We find no Kentucky case which interprets the word, "irrecoverable". This Court, however, in the early case of Pacific Mutual Life Ins. Co. v. Feldman, 99 F.2d 83 (1938), cert. denied, 306 U.S. 636, 59 S. Ct. 485, 83 L. Ed. 1037 (1939), considered the use of available corrective measures in determining whether one's sight was irrecoverable. The Court held that an insured had not suffered "the irrecoverable loss of the entire sight of both eyes" such that he was "totally and permanently unable to perform any work" within the meaning of his insurance policy where he had 93 1/3 percent loss of vision in one eye and 80 percent loss in the other, but acquired normal vision after undergoing an operation on the weaker eye and being fitted with glasses.
In Home Life Ins. Co. of New York v. Stewart, 114 F.2d 516 (1940), the Tenth Circuit considered the same problem stating:
"Glasses are worn by a substantial proportion of people of all ages. Many of them have very little vision in the natural eye, but with the use of glasses their vision is substantially normal for all practical purposes. They pursue their businesses and professions with success. They meet in competition those with normal vision in the natural eye, and they are not seriously handicapped. It cannot be said that they have suffered the irrecoverable loss of sight. Here it is stipulated that for the purpose of this case, the insured has normal vision when he wears glasses. A court cannot say in a single judicial breath that he has suffered the irrecoverable loss of his sight within the meaning of the policy and at the same time that he has normal vision. The two are so diametrically in conflict that they cannot be brought into parallelism. The provision in the contract embraces the loss of sight by atrophy of the optic nerve or in some other manner which is irrecoverable, but it cannot be reasonably construed to cover a case where sight was lost but through surgery and the use of glasses normal vision is again enjoyed." 114 F.2d at 518.
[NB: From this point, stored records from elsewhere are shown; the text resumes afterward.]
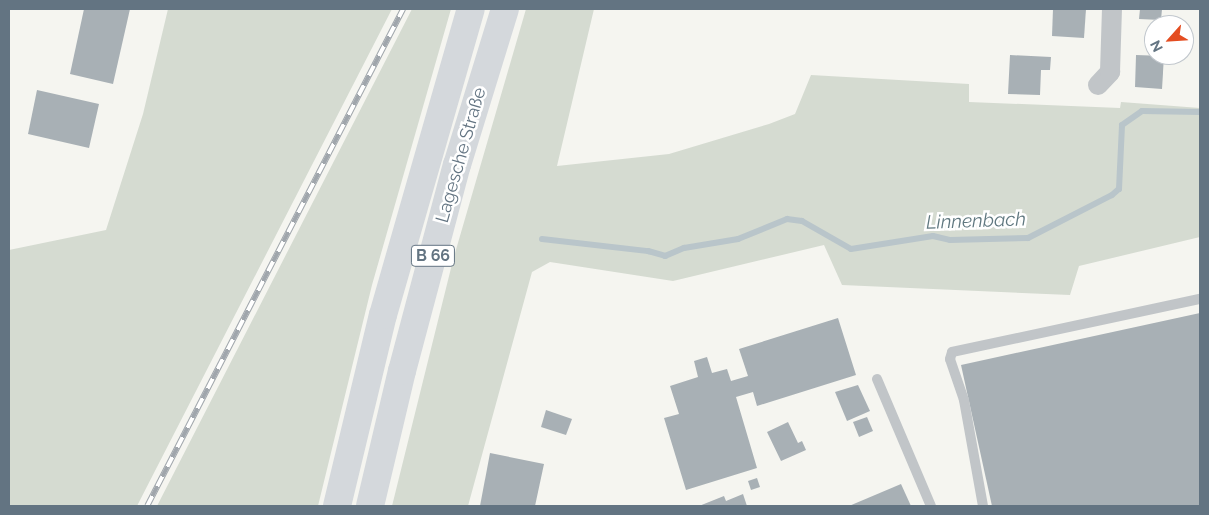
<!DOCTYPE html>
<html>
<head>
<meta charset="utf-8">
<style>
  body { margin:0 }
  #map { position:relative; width:1209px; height:515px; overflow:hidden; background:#f5f5f0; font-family:Raleway,sans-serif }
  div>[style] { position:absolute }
  .green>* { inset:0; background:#d5dbd1 }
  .stream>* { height:6px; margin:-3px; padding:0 3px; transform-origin:3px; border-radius:3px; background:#b9c5ca }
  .building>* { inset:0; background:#a8b0b5 }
  .service>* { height:10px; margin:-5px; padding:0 5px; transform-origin:5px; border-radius:5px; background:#c1c5c8 }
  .minor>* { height:20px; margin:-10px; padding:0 10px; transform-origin:10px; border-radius:10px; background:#c1c5c8 }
  .trunk>* { height:28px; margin:-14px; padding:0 14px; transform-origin:14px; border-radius:14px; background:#d4d8dc }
  .rail>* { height:5.5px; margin-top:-2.75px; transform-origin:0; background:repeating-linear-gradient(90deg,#fff 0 11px,#a0a6ac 0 22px); box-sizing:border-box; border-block:1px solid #a0a6ac }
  span { translate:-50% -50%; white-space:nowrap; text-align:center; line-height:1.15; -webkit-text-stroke:5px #fff; paint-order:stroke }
  .shield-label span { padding:1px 4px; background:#fff; border:1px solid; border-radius:4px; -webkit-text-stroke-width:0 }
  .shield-label { font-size:16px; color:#637482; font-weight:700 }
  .street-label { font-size:18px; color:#637482 }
  .water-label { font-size:19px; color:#5f777f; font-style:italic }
  .frame { position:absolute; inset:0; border:10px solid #637482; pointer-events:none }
  .north { position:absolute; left:1144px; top:15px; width:50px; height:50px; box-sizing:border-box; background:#fff; border:1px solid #c1c7cd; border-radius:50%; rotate:244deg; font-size:14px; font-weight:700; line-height:20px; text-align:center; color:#637482 }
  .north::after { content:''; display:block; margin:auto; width:18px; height:22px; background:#e44d21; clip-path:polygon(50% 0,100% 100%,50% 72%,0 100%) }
</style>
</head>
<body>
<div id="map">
  <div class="green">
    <div style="clip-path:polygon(168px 9px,392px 9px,137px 506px,9px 506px,9px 250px,106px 230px,143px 114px)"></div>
    <div style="clip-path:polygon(412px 9px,451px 9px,372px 285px,318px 506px,157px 506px)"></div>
    <div style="clip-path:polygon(526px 9px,594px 9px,557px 166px,669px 154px,769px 124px,795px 114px,811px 75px,969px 84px,969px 102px,1120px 108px,1121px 102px,1200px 108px,1200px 237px,1079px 266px,1070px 295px,842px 285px,824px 245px,673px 281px,550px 262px,532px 272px,468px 506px,392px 506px,453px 260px)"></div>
  </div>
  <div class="stream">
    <div style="left:542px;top:239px;width:107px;rotate:6.5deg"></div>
    <div style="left:648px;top:251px;width:18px;rotate:16deg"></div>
    <div style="left:665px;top:256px;width:21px;rotate:-23deg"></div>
    <div style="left:684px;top:248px;width:55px;rotate:-9.5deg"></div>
    <div style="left:738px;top:239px;width:53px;rotate:-22.2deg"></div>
    <div style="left:787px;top:219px;width:15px;rotate:8deg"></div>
    <div style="left:802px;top:221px;width:56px;rotate:29.7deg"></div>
    <div style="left:851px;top:249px;width:83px;rotate:-9deg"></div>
    <div style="left:933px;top:236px;width:17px;rotate:13deg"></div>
    <div style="left:950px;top:240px;width:78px;rotate:-1.5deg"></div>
    <div style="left:1028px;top:238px;width:94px;rotate:-27.1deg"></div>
    <div style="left:1112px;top:195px;width:9px;rotate:-41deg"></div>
    <div style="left:1119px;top:189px;width:64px;rotate:-87.3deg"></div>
    <div style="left:1122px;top:125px;width:24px;rotate:-35deg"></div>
    <div style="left:1142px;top:111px;width:58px;rotate:1deg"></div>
  </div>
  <div class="building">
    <div style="clip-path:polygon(84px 9px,130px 9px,113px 84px,70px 74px)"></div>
    <div style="clip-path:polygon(1053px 9px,1086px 9px,1084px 38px,1052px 36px)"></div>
    <div style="clip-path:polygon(1140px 9px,1162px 9px,1161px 20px,1139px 19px)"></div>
    <div style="clip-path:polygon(1010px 55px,1051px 57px,1050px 70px,1041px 70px,1040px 95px,1008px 94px)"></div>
    <div style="clip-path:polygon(1136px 55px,1164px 56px,1162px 89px,1135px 87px)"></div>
    <div style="clip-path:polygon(37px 90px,99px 104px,89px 148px,28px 134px)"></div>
    <div style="clip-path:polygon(1200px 313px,1200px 506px,992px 506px,961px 365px)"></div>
    <div style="clip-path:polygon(838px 318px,856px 375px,757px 406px,753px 392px,736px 397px,757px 468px,686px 490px,664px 418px,679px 414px,670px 386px,698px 377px,694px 361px,707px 357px,712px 373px,727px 369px,731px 381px,748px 376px,739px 349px)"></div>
    <div style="clip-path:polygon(858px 385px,870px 411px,847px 421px,835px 392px)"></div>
    <div style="clip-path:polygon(546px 410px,572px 419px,566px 435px,541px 427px)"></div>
    <div style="clip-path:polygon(867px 417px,873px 431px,859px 437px,853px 422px)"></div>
    <div style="clip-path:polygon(788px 422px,798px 443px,802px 441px,806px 450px,781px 461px,767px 432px)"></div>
    <div style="clip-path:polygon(490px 453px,544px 464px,535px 506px,480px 506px)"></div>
    <div style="clip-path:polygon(757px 478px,760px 487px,751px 490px,748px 481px)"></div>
    <div style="clip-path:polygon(901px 484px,911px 506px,849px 506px)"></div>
    <div style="clip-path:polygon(743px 494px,747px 506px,699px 506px,724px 496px,726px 501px)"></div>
  </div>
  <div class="service">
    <div style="left:877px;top:379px;width:138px;rotate:67deg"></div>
    <div style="left:983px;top:506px;width:108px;rotate:-100.2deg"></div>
    <div style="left:964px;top:400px;width:43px;rotate:-108.9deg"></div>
    <div style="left:950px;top:359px;width:7px;rotate:-74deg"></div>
    <div style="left:952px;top:352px;width:254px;rotate:-12.1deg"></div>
  </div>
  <div class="minor">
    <div style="left:1098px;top:85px;width:18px;rotate:-47deg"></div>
    <div style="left:1110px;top:72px;width:63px;rotate:-88.2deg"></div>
  </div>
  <div class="trunk">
    <div style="left:337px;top:506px;width:196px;rotate:-76.5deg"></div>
    <div style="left:383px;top:315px;width:318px;rotate:-74deg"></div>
    <div style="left:370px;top:506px;width:139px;rotate:-76.7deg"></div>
    <div style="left:402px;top:371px;width:213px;rotate:-75.1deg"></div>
    <div style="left:457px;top:165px;width:163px;rotate:-72.9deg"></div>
  </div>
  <div class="rail">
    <div style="left:147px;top:506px;width:559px;rotate:-62.75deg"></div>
  </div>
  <div class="shield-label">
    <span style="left:433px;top:256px">B 66</span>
  </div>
  <div class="street-label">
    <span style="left:461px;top:155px;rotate:-74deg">Lagesche Straße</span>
  </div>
  <div class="water-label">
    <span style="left:976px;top:221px;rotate:-2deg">Linnenbach</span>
  </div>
  <div class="frame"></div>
  <div class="north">N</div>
</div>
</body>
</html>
See also, Southland Life Ins. Co. v. Dunn, 71 S.W.2d 1103 (Tex.Civ.App.1934); Reliable Life Ins. Co. v. Steptoe, 435 S.W.2d 630, 632 (Tex.Civ.App.1968).
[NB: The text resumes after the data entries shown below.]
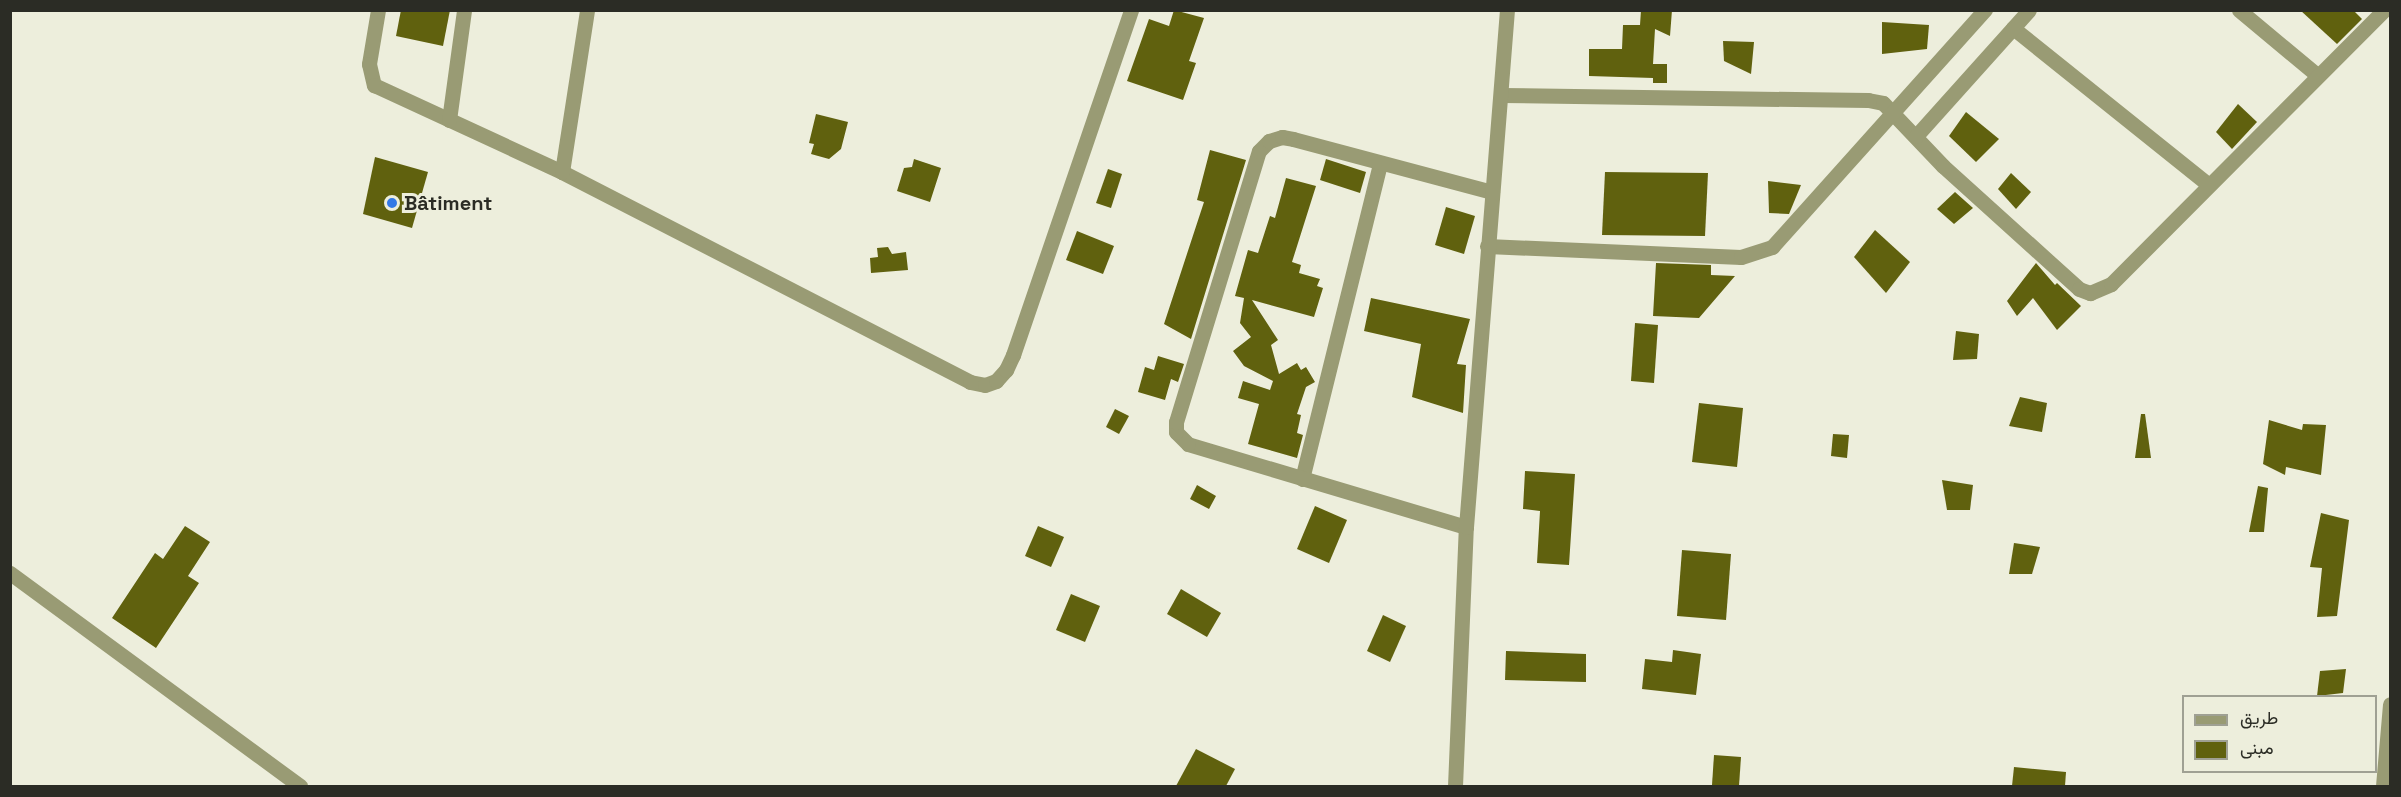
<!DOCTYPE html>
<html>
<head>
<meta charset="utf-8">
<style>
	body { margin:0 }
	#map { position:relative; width:2401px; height:797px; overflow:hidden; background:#edeedc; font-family:"Space Grotesk",Vazirmatn,sans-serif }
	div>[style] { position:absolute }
	.building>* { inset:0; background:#60610e }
	.street>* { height:15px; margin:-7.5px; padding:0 7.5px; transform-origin:7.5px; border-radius:7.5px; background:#999b74 }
	.dots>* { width:16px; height:16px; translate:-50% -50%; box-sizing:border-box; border:3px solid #edeedc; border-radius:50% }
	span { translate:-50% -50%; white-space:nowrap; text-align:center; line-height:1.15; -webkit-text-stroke:6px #edeedc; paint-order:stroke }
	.poi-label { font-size:20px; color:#2b2c25; font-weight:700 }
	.left { translate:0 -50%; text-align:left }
	.frame { position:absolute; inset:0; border:12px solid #2b2c25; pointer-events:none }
	.legend { position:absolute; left:2182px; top:695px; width:195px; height:78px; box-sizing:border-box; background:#edeedc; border:2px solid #9fa093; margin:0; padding:8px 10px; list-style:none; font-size:18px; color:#2b2c25 }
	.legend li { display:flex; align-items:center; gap:12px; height:30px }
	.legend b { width:30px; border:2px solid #9fa093 }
</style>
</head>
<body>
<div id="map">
	<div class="building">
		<i style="clip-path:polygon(401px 10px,450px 10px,443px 46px,396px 36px)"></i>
		<i style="clip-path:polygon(1174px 10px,1204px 18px,1189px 61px,1196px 63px,1183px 100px,1127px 81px,1149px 19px,1169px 26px)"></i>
		<i style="clip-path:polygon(1641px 10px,1672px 10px,1670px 36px,1655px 29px,1653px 64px,1667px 64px,1667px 83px,1653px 83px,1653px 78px,1589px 76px,1589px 49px,1622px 49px,1623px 25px,1640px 25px)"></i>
		<i style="clip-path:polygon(2300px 10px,2353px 10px,2362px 19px,2337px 44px)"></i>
		<i style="clip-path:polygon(1882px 22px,1929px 25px,1927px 49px,1882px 54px)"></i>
		<i style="clip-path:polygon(1723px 41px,1754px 42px,1751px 74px,1724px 61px)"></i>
		<i style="clip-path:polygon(2238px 104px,2257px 122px,2232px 149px,2216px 132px)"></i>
		<i style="clip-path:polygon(1966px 112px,1999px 139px,1976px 162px,1949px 136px)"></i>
		<i style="clip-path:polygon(816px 114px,848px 122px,841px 149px,829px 159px,811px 154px,814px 144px,809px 143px)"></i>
		<i style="clip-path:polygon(1210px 150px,1246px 160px,1191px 339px,1164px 324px,1204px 202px,1197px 200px)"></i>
		<i style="clip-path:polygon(375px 157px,428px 172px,412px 228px,363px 214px)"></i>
		<i style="clip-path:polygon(914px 159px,941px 168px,930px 202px,897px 191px,904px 168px,912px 167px)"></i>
		<i style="clip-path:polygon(1326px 159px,1366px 172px,1360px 193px,1320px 180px)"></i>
		<i style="clip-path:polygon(1108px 169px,1122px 174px,1111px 208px,1096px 203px)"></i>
		<i style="clip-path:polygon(1605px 172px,1708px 173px,1705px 236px,1602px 235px)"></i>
		<i style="clip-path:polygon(2011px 173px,2031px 192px,2016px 209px,1998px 189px)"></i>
		<i style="clip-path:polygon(1286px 178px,1316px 186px,1292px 262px,1301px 265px,1299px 273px,1320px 279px,1317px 286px,1323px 288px,1314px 317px,1252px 300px,1278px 340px,1271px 345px,1279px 374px,1297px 363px,1301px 370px,1306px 367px,1315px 382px,1306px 387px,1297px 414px,1301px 415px,1297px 433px,1303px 435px,1297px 458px,1248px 444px,1259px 404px,1238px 398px,1243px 381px,1270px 390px,1273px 381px,1244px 366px,1233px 351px,1251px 337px,1240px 323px,1244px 298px,1235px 296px,1248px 250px,1258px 253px,1270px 216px,1275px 218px)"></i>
		<i style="clip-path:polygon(1768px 181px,1801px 185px,1789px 214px,1769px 213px)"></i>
		<i style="clip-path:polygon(1955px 192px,1973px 208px,1954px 224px,1937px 209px)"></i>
		<i style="clip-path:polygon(1446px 207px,1475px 216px,1464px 254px,1435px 245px)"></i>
		<i style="clip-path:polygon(1875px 230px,1910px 262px,1886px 293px,1854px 257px)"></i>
		<i style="clip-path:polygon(1077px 231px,1114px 246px,1103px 274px,1066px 260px)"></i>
		<i style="clip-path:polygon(888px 247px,892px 254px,906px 252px,908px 270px,871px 273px,870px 258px,878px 257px,877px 248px)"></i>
		<i style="clip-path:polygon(1656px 263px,1711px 265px,1711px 275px,1735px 276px,1699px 318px,1653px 316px)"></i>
		<i style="clip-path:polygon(2036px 263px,2055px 285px,2057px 283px,2081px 306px,2057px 330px,2033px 298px,2017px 316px,2007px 301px)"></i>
		<i style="clip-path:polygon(1371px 298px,1470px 319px,1457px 364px,1466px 365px,1463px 413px,1412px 397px,1421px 344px,1364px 331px)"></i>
		<i style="clip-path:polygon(1635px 323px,1658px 325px,1654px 383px,1631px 381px)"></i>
		<i style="clip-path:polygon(1956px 331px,1979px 334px,1977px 359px,1953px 360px)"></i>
		<i style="clip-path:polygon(1158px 356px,1184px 364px,1178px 382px,1171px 379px,1165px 400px,1138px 392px,1145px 367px,1154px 370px)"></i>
		<i style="clip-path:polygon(2020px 397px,2047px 403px,2042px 432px,2009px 426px)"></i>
		<i style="clip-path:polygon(1699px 403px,1743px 408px,1737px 467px,1692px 462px)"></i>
		<i style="clip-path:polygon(1115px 409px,1129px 416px,1119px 434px,1106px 427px)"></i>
		<i style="clip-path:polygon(2141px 414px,2145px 414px,2151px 458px,2135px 458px)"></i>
		<i style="clip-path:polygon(2269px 420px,2302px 430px,2303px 424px,2326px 425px,2321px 475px,2286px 467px,2285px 475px,2263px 464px)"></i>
		<i style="clip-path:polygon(1833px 434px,1849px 435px,1847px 458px,1831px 456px)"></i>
		<i style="clip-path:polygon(1525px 471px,1575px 474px,1569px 565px,1537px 563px,1540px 511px,1523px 509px)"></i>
		<i style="clip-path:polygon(1942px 480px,1973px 485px,1970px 510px,1947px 510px)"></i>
		<i style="clip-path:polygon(1197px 485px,1216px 496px,1209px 509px,1190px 499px)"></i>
		<i style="clip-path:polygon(2258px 486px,2268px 488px,2264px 532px,2249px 532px)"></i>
		<i style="clip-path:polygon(1315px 506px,1347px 520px,1329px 563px,1297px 549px)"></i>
		<i style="clip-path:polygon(2321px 513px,2349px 520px,2337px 616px,2317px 617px,2322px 568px,2310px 567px)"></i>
		<i style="clip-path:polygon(185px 526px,210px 542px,188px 576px,199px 583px,156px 648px,112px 618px,155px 553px,163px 559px)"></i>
		<i style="clip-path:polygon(1038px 526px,1064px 537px,1051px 567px,1025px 556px)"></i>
		<i style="clip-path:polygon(2014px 543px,2040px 547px,2032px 574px,2009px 574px)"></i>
		<i style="clip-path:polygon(1682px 550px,1731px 554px,1726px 620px,1677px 616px)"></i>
		<i style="clip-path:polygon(1181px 589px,1221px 613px,1207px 637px,1167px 614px)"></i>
		<i style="clip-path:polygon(1071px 594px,1100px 606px,1085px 642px,1056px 630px)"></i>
		<i style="clip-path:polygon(1383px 615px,1406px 626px,1390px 662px,1367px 651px)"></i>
		<i style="clip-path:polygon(1673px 650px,1701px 654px,1696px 695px,1642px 689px,1645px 659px,1672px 662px)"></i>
		<i style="clip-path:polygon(1506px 651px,1586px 654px,1586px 682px,1505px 680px)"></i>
		<i style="clip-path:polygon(2346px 669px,2343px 693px,2317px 696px,2320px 671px)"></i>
		<i style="clip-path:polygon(1196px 749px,1235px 769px,1226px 786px,1176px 786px)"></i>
		<i style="clip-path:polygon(1714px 755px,1741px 757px,1739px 786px,1712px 785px)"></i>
		<i style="clip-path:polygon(2014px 767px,2066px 772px,2065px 786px,2012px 786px)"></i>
	</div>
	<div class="street">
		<i style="left:378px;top:10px;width:55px;rotate:99.5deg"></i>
		<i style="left:369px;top:64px;width:22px;rotate:77deg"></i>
		<i style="left:374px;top:85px;width:207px;rotate:24.8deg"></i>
		<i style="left:562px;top:172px;width:459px;rotate:27.2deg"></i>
		<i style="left:970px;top:382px;width:15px;rotate:11deg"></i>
		<i style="left:985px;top:385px;width:12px;rotate:-20deg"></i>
		<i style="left:996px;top:381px;width:15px;rotate:-48deg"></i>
		<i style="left:1006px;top:370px;width:17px;rotate:-65deg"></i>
		<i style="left:1013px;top:355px;width:365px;rotate:-71.1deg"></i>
		<i style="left:2239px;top:10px;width:102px;rotate:39.8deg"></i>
		<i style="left:2013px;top:28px;width:250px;rotate:38.7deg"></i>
		<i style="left:1501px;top:95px;width:367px;rotate:0.8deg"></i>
		<i style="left:1868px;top:100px;width:15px;rotate:11deg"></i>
		<i style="left:1883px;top:103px;width:87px;rotate:46.4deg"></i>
		<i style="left:1943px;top:166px;width:183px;rotate:42.1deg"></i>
		<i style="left:2079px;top:289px;width:12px;rotate:20deg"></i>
		<i style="left:2090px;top:293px;width:23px;rotate:-23deg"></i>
		<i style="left:2111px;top:284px;width:387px;rotate:-45.1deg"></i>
		<i style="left:449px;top:120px;width:111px;rotate:-82.2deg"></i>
		<i style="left:1916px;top:136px;width:169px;rotate:-48.1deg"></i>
		<i style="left:562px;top:172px;width:164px;rotate:-81.2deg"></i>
		<i style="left:1487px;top:246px;width:254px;rotate:2.5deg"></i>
		<i style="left:1741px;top:257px;width:33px;rotate:-18deg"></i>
		<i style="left:1772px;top:247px;width:319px;rotate:-48.1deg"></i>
		<i style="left:1302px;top:479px;width:325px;rotate:-76.1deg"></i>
		<i style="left:1466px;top:527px;width:290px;rotate:-163.4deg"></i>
		<i style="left:1188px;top:444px;width:17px;rotate:-135deg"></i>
		<i style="left:1176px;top:432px;width:10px;rotate:-90deg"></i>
		<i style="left:1176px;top:422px;width:283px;rotate:-73deg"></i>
		<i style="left:1259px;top:151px;width:14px;rotate:-45deg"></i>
		<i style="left:1269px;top:141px;width:14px;rotate:-17deg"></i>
		<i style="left:1282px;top:137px;width:11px;rotate:10deg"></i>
		<i style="left:1293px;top:139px;width:206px;rotate:14.9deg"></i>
		<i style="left:10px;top:573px;width:360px;rotate:36.3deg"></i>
		<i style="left:1455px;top:786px;width:259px;rotate:-87.6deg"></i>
		<i style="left:1466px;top:527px;width:519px;rotate:-85.47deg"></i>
		<i style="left:2383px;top:786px;width:82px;rotate:-85.1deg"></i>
	</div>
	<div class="dots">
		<i style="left:392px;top:203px;background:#3379e6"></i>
	</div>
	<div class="poi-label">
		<span class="left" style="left:404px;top:203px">Bâtiment</span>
	</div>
	<div class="frame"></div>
	<ul class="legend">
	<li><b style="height:8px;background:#999b74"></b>طريق</li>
	<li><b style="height:16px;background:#60610e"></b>مبنى</li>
	</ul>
</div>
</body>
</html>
Appellant further argues that he need not attempt to recover his loss of sight by undergoing medical treatment or wearing glasses because Kentucky has not applied the "doctrine of minimizing damages" to insurance policies. Jefferson Standard Life Ins. Co. v. Hurt, 254 Ky. 603, 607, 72 S.W.2d 20 (1934). Kentucky law, however, does not prohibit the parties to an insurance policy from inserting the doctrine in the policy. Hurt, supra, at 608, 72 S.W.2d 20. The word "irrecoverable" in the instant policy requires minimization of damages in that it implies that appellant make an attempt to determine whether his sight could be recovered by means of glasses or surgery. The District Judge, after hearing the medical and other testimony, concluded:
"This plaintiff can have the loss of sight in his right eye [the injured one] substantially if not completely restored by means of reasonably simple surgery and the use of artificial lenses."
As a finding of fact, we consider that the foregoing was not clearly erroneous. See Rule 52(a), Fed. R. Civ. P. We are of the opinion also that the District Judge made correct application of Kentucky law to whatever factual issues were presented.